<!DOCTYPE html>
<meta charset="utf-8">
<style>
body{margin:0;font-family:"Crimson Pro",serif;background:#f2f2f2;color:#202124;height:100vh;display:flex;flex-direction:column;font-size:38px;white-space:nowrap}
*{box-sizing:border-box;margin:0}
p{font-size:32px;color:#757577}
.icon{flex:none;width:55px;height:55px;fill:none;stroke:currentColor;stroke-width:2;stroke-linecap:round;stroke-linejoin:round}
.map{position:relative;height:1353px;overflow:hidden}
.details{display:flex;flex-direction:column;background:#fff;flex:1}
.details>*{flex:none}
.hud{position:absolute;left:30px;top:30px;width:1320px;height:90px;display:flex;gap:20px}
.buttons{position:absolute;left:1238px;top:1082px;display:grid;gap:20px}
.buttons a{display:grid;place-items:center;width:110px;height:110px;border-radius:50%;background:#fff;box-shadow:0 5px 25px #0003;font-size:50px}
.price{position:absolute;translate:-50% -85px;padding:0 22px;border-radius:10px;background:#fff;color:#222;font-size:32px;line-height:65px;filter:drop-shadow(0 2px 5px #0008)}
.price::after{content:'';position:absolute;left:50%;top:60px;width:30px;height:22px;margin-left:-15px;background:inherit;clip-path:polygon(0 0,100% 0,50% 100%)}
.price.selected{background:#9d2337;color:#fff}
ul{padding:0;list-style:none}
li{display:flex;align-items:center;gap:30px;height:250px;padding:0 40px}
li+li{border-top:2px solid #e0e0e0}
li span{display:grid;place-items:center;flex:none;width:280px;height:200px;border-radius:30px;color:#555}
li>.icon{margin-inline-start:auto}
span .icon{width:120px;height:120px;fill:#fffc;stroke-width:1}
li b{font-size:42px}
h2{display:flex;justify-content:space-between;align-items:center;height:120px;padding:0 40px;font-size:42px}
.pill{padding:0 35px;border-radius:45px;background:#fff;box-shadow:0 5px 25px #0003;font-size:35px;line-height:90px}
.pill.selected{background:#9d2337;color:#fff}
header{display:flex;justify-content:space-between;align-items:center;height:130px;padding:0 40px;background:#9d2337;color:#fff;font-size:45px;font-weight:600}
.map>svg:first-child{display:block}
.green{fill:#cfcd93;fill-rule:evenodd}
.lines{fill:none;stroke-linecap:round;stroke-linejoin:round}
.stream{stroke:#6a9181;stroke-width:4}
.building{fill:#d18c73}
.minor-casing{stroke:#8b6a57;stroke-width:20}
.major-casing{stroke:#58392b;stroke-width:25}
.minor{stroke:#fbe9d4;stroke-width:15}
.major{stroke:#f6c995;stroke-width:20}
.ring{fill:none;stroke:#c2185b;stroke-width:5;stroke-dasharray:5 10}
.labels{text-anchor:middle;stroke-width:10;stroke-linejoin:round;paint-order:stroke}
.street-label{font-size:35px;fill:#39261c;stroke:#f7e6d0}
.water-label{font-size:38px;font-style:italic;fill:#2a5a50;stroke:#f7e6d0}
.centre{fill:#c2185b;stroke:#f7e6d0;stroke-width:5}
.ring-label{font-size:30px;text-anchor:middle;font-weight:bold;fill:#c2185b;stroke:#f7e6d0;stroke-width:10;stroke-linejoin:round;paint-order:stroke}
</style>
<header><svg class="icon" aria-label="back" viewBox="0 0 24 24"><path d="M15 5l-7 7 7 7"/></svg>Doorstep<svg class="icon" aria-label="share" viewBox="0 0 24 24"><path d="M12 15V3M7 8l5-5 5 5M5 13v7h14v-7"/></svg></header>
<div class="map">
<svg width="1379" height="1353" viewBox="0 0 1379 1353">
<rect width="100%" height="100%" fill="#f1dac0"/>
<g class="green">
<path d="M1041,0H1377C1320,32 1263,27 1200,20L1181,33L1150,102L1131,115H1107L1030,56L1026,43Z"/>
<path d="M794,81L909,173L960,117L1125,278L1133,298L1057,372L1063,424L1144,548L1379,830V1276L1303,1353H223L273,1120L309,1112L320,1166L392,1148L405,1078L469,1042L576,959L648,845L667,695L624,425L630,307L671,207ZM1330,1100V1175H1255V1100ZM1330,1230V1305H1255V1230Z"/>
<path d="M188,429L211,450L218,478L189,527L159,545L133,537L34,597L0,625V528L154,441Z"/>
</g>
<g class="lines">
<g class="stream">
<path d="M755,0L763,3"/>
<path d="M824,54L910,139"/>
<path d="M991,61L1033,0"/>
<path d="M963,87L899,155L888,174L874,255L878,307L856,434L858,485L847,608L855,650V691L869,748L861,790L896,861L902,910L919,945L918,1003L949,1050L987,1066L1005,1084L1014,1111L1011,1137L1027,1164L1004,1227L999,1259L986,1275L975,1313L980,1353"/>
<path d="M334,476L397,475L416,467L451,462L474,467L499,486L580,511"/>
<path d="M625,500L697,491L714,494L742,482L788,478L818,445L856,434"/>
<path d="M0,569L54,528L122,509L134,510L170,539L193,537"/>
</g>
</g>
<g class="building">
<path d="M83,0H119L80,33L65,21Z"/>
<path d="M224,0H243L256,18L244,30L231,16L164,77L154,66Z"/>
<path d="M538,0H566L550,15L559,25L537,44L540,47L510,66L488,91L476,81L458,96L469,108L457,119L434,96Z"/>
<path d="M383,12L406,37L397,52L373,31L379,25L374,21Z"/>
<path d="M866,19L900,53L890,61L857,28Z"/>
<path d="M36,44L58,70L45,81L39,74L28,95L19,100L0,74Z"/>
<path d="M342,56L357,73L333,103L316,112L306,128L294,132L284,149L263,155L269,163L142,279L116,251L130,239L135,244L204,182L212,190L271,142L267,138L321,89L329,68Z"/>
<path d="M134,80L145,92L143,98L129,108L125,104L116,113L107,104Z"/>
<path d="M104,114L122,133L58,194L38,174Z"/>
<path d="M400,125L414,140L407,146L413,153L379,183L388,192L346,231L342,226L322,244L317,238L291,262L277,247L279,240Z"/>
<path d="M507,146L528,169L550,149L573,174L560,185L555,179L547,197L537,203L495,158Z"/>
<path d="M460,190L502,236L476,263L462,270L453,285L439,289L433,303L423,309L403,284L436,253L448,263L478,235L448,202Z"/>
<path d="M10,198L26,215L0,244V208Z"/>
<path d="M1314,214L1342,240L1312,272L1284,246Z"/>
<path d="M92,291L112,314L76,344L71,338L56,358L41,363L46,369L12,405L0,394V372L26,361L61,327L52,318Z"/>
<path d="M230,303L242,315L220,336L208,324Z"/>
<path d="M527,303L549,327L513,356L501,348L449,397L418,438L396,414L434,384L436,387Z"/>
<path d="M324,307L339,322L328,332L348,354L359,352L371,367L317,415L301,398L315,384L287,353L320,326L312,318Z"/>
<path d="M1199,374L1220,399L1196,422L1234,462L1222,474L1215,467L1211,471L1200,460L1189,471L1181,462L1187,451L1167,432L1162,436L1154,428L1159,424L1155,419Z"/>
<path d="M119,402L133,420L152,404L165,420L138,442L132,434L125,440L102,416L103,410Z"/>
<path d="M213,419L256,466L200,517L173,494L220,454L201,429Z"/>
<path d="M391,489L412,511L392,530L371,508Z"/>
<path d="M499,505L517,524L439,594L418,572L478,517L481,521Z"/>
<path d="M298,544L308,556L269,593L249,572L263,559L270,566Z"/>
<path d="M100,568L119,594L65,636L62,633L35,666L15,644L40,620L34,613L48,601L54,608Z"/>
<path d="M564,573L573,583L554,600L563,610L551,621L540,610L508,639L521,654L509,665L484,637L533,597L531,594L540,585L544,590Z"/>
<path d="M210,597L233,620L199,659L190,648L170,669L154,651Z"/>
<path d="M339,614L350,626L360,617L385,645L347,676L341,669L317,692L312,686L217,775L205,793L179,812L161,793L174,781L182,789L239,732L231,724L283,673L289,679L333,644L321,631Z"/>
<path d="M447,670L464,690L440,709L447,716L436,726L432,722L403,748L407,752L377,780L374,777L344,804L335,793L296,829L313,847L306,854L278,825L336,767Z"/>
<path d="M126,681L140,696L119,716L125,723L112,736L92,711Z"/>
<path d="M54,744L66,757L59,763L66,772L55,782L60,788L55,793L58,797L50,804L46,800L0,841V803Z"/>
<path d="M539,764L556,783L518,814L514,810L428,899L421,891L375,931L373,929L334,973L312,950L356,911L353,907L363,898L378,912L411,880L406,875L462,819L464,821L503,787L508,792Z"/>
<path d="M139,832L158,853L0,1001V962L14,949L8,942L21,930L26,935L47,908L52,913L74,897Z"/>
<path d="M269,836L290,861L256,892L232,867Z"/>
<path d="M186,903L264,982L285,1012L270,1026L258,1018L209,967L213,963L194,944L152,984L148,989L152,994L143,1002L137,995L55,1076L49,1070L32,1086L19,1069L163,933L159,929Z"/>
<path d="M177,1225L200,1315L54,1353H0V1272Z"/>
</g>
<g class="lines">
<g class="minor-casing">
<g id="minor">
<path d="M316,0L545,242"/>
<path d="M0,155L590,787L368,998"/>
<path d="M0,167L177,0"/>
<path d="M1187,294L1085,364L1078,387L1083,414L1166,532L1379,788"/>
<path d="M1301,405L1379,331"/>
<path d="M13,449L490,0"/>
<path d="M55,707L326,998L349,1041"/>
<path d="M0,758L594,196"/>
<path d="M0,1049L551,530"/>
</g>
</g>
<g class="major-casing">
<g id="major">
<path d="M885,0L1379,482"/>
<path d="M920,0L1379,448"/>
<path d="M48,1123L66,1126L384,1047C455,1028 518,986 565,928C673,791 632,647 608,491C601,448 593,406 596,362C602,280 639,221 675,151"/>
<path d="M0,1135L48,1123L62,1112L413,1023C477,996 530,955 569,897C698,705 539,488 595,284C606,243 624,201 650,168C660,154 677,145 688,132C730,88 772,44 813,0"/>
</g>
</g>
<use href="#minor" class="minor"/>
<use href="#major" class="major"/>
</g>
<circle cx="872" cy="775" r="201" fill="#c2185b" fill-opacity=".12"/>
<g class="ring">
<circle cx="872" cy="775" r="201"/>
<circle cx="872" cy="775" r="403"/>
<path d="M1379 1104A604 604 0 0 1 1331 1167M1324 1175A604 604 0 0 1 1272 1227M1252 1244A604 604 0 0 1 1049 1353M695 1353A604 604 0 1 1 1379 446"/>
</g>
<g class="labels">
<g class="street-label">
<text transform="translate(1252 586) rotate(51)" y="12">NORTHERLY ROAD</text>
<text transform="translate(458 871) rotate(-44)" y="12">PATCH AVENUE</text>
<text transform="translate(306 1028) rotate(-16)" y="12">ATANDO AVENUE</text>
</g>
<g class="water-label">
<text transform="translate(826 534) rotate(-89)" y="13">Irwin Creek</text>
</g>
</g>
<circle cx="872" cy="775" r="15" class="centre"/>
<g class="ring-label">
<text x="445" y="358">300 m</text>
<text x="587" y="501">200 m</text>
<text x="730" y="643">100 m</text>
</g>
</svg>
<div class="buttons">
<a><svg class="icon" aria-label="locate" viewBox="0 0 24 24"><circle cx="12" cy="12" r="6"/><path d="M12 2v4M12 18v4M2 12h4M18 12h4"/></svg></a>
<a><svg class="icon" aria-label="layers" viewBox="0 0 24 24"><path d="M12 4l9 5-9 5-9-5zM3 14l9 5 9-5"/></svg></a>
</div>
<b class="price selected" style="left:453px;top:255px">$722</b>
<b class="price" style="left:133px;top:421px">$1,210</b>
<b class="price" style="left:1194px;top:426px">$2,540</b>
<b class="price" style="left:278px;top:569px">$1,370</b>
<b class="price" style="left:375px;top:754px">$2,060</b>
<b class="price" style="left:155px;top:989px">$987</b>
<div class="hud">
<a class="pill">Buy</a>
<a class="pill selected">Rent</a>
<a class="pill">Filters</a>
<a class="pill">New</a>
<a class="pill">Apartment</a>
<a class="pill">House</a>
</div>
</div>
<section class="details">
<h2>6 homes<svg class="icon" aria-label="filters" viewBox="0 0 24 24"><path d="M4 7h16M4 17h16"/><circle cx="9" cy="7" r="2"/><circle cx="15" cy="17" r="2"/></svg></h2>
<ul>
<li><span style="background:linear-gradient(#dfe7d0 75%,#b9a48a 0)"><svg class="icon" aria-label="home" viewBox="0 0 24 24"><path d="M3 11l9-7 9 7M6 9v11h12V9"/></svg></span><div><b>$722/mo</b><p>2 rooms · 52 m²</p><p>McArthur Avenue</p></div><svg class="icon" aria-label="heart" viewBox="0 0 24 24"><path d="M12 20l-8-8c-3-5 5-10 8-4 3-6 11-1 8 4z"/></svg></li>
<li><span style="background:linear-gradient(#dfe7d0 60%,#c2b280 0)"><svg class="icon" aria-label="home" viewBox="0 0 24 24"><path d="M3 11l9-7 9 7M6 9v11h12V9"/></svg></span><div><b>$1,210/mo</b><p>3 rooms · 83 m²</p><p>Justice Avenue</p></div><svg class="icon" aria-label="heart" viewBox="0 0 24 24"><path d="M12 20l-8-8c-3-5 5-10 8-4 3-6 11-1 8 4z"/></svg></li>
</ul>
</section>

+++

What you should do
Would you return all lines from the preceding listing that contain the word "grid"?

Response for this exercise
.buttons{position:absolute;left:1238px;top:1082px;display:grid;gap:20px}
.buttons a{display:grid;place-items:center;width:110px;height:110px;border-radius:50%;background:#fff;box-shadow:0 5px 25px #0003;font-size:50px}
li span{display:grid;place-items:center;flex:none;width:280px;height:200px;border-radius:30px;color:#555}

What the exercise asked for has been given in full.